Upon the predicate that the "minimum contacts" doctrine supplies the definition of "doing business" under the law of California, I concur in the judgment. I do so with reluctance because of the belief that judicial pronouncements have, in disregard of the legislative prerogative, overridden the terms of the local statute.
"Statutory authority is a necessary basis for service upon a foreign corporation. ( Jameson v. Simonds Saw Co., 2 Cal.App. 582, 584 [ 84 P. 289]; Perkins v. Benguet Consol. Min. Co., 342 U.S. 437, 440, 446 [72 S.Ct. 413, 96 L.Ed. 485].) And where the Legislature has provided for jurisdiction over a foreign corporation based upon something more than the minimum of due process (as that concept changes with the attrition of the years) it is not for the courts to set up some new and different standard." ( Confidential, Inc. v. Superior Court, 157 Cal.App.2d 75, 80 [ 320 P.2d 546].)
The codes are to be construed as a single statute. ( Armenta v. Churchill, 42 Cal.2d 448, 455 [ 267 P.2d 303]; In re Porterfield, 28 Cal.2d 91, 100 [ 168 P.2d 706, 167 A.L.R. 675].) This, of course, applies to the relationship between the Code of Civil Procedure and the Corporations Code. Section 411, Code of Civil Procedure, says: "The summons must be served by delivering a copy thereof as follows: . . . 2. If the suit is against a foreign corporation . . . doing business in this State; in the manner provided by Sections 6500 to 6504, inclusive, of the Corporations Code." The section presupposes a right to service upon a foreign corporation doing business here and incorporates by reference sections 6500 to 6504, inclusive, of the Corporations Code. The language of section 6504 plainly withholds the right to serve a foreign corporation which has departed from the state, except in actions arising out of intrastate business transacted here. That the right to serve foreign corporations while doing business in California is likewise limited appears from further consideration of the Corporations Code.
Corp. Code, § 6504: "A foreign corporation which has transacted intrastate business in this State and has thereafter withdrawn from business in this State may be served with process in the manner provided in this chapter in any action brought in this State arising out of such business, whether or not it has ever complied with the requirements of Chapter 3 of this part."
Sections 6500 to 6504 (incorporated by reference into Code Civ. Proc., § 411, subd. 2), are found in part 11 of that code. Section 6200 thereof says: "The definitions and general provisions set forth in this chapter govern the construction of this part." Section 6203: "`Transact intrastate business' means entering into repeated and successive transactions of its business in this State, other than interstate or foreign commerce." Section 6300: "This part does not apply to corporations engaged solely in interstate or foreign commerce." Plainly, the right to serve foreign corporations is limited to those engaged in intrastate business (repeated and successive transactions in California), and does not include those engaged solely in interstate or foreign commerce.

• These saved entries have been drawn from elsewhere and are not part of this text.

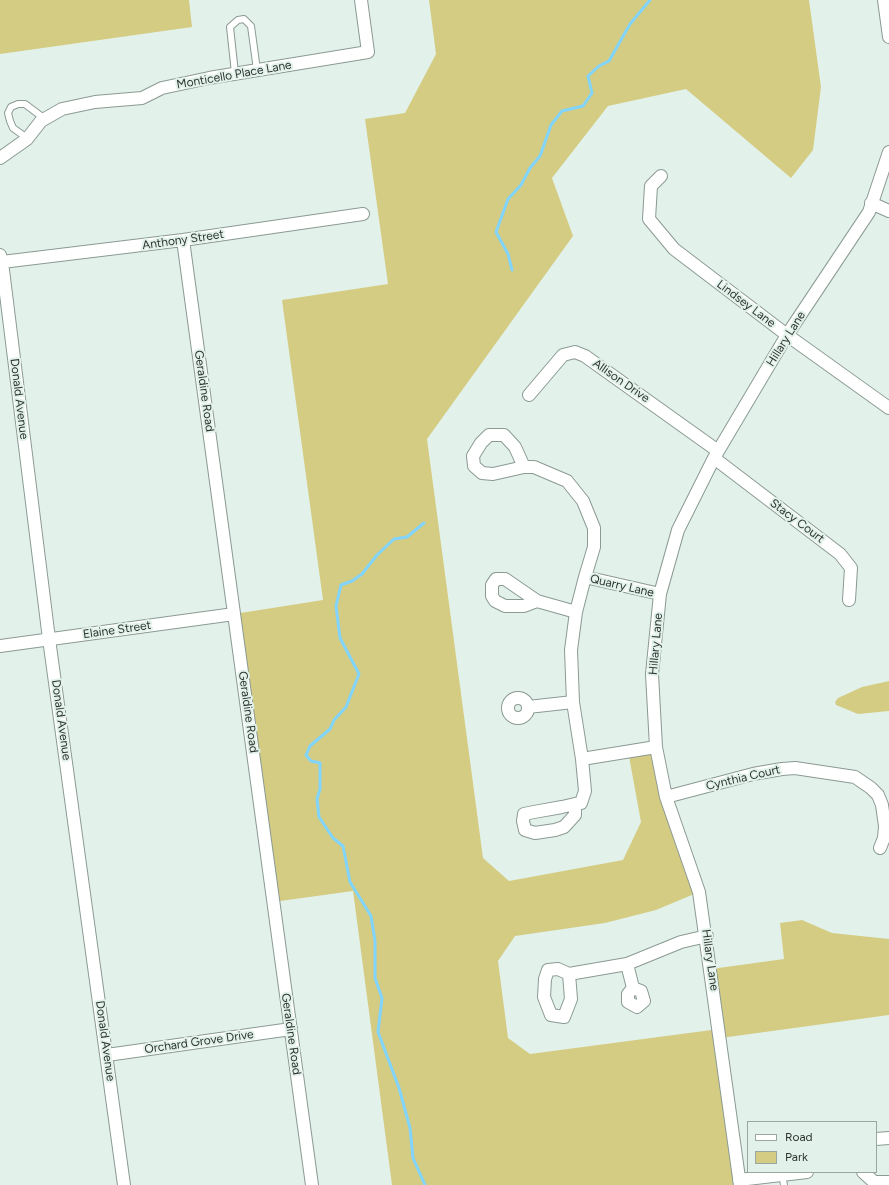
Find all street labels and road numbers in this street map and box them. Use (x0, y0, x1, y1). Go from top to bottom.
street label: Monticello Place Lane (175, 58, 293, 92)
street label: Anthony Street (141, 227, 225, 253)
street label: Lindsey Lane (714, 277, 778, 331)
street label: Hillary Lane (763, 309, 809, 369)
street label: Geraldine Road (191, 349, 217, 433)
street label: Allison Drive (590, 356, 652, 406)
street label: Donald Avenue (7, 358, 31, 440)
street label: Stacy Court (767, 496, 827, 546)
street label: Quarry Lane (589, 572, 655, 600)
street label: Hillary Lane (646, 612, 666, 676)
street label: Elaine Street (82, 618, 152, 642)
street label: Geraldine Road (235, 670, 261, 754)
street label: Donald Avenue (48, 679, 74, 761)
street label: Cynthia Court (705, 762, 781, 794)
street label: Hillary Lane (699, 928, 721, 992)
street label: Geraldine Road (278, 992, 304, 1076)
street label: Donald Avenue (92, 1000, 118, 1082)
street label: Orchard Grove Drive (143, 1027, 255, 1057)

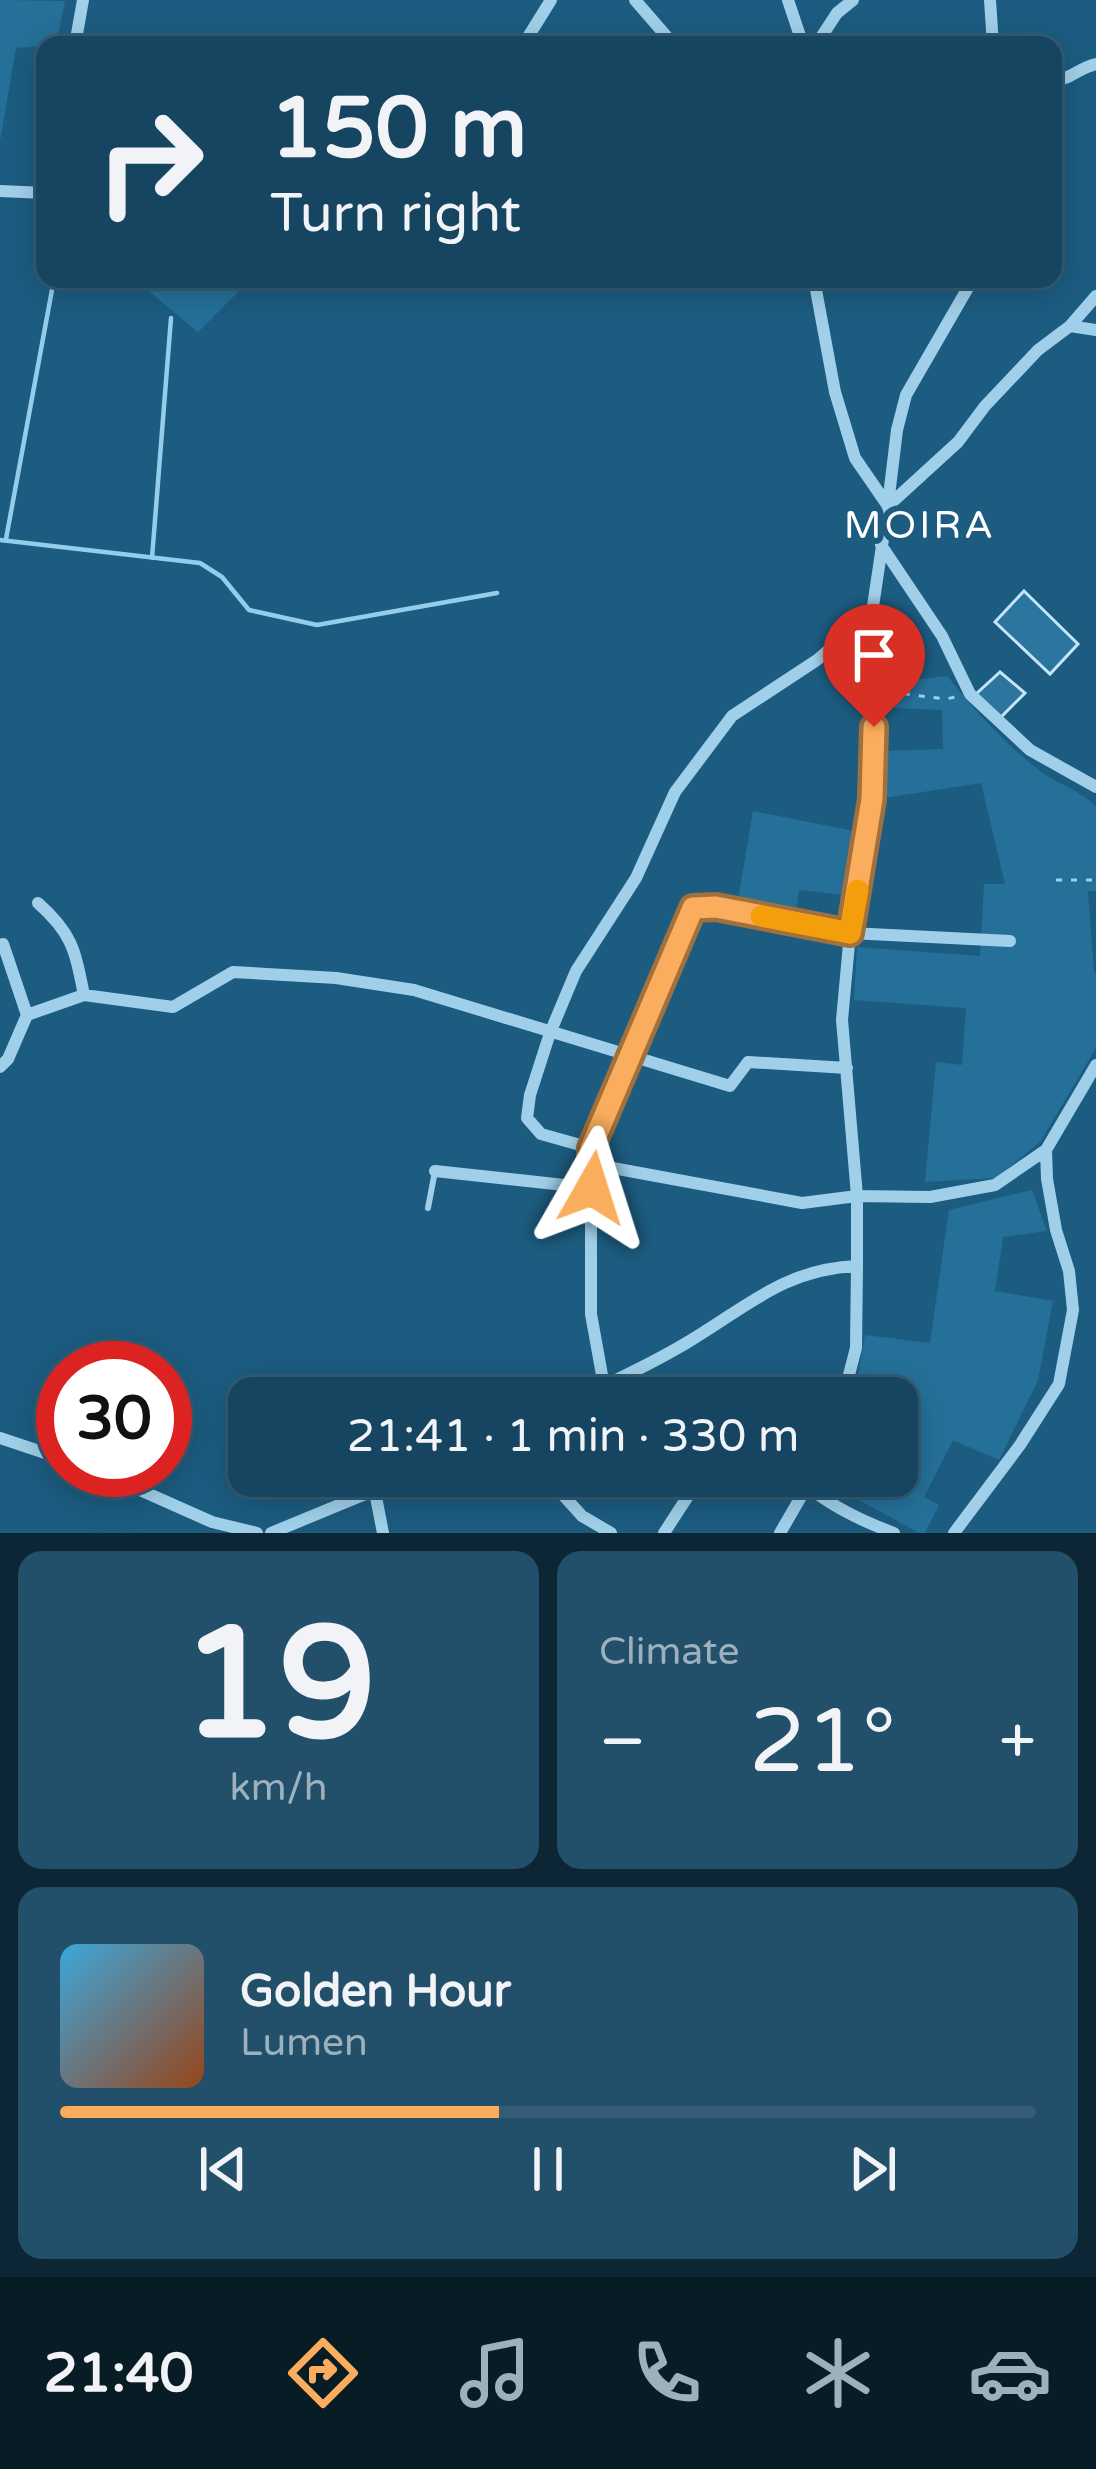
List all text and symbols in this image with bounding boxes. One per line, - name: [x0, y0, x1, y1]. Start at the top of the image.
- text: 150 m: [270, 79, 527, 180]
- icon: right: [72, 84, 228, 240]
- text: Turn right: [270, 181, 521, 246]
- district label: MOIRA: [844, 502, 996, 549]
- pin: [823, 604, 925, 727]
- icon: arrive: [841, 622, 907, 688]
- position arrow: [529, 1125, 655, 1251]
- speed limit sign: 30: [36, 1341, 192, 1497]
- text: 21:41 · 1 min · 330 m: [347, 1410, 799, 1464]
- text: 19: [181, 1592, 376, 1780]
- text: Climate: [599, 1628, 739, 1675]
- text: 21°: [749, 1688, 896, 1797]
- text: −: [599, 1702, 646, 1782]
- text: +: [999, 1702, 1036, 1782]
- text: km/h: [229, 1764, 328, 1811]
- text: Golden Hour: [240, 1965, 511, 2019]
- text: Lumen: [240, 2019, 368, 2066]
- icon: previous: [190, 2136, 256, 2202]
- icon: pause: [515, 2136, 581, 2202]
- icon: next: [840, 2136, 906, 2202]
- icon: directions: [281, 2331, 365, 2415]
- icon: music: [453, 2331, 537, 2415]
- icon: phone: [625, 2331, 709, 2415]
- icon: climate: [796, 2331, 880, 2415]
- icon: car: [968, 2331, 1052, 2415]
- text: 21:40: [44, 2341, 194, 2406]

In the "process of evolution," mentioned in recent decisions, the courts have expanded the concept of doing business to square with the repeatedly changing content of due process until California has committed itself to the proposition that any set of facts which would sustain service of summons as due process would also spell doing business within the state. Henry R. Jahn Son v. Superior Court, 49 Cal.2d 855, 858 [323 P.2d 473], says: "The statute authorizes service of process on foreign corporations that are `doing business in this State.' That term is a descriptive one that the courts have equated with such minimum contacts with the state `that the maintenance of the suit does not offend "traditional notions of fair play and substantial justice."' ( International Shoe Co. v. Washington, 326 U.S. 310, 316 [66 S.Ct. 154, 90 L.Ed. 95, 161 A.L.R. 1057].) Whatever limitation it imposes is equivalent to that of the due process clause. `"[D]oing business" within the meaning of section 411 of the Code of Civil Procedure is synonymous with the power of the state to subject foreign corporations to local process.'"
Feeling myself bound by the Jahn and similar decisions, I concur in the judgment at bar.
Petitioner's application for a hearing by the Supreme Court was denied July 2, 1958.